__What to produce__.
Your output must consist solely of the lines from the one containing "Input: one rendered" through the end of the records, reproduced exactly.

__Source data__.
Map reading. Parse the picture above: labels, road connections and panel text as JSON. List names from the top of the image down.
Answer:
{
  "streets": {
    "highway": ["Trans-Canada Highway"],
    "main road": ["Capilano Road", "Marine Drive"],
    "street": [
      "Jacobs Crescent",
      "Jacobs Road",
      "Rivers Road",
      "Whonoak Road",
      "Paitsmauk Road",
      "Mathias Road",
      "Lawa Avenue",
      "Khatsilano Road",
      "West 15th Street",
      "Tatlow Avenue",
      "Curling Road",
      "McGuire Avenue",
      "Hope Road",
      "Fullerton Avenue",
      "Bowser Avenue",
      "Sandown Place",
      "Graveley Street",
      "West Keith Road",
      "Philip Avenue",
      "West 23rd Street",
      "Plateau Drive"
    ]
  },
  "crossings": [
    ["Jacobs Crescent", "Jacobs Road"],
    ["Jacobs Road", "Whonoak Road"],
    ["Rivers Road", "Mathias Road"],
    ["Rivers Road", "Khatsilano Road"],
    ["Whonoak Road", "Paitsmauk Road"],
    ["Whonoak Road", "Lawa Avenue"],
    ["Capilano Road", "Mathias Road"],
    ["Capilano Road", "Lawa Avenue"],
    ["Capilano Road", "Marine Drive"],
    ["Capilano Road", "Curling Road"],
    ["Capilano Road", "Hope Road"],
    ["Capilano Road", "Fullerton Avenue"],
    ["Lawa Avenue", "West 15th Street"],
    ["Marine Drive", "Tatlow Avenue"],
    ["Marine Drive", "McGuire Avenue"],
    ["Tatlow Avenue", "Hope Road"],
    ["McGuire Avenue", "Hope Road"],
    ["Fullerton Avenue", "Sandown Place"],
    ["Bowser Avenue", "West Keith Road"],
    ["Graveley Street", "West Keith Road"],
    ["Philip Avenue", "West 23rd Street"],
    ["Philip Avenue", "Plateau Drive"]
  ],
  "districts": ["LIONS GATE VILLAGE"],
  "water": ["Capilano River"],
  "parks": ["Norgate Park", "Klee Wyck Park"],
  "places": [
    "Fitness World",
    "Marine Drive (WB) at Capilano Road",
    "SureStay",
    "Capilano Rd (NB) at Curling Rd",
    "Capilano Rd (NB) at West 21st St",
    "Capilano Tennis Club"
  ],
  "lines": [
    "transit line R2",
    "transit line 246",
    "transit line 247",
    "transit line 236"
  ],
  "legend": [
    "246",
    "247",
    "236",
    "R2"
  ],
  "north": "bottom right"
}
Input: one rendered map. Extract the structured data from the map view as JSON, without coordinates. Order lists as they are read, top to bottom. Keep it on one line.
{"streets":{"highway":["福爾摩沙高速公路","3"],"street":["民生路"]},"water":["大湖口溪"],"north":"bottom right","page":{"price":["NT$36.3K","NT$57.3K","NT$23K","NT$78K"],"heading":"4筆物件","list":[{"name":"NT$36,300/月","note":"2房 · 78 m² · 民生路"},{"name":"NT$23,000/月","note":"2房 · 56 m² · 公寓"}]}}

__Task answer__.
Input: one rendered map. Extract the structured data from the map view as JSON, without coordinates. Order lists as they are read, top to bottom. Keep it on one line.
{"streets":{"highway":["福爾摩沙高速公路","3"],"street":["民生路"]},"water":["大湖口溪"],"north":"bottom right","page":{"price":["NT$36.3K","NT$57.3K","NT$23K","NT$78K"],"heading":"4筆物件","list":[{"name":"NT$36,300/月","note":"2房 · 78 m² · 民生路"},{"name":"NT$23,000/月","note":"2房 · 56 m² · 公寓"}]}}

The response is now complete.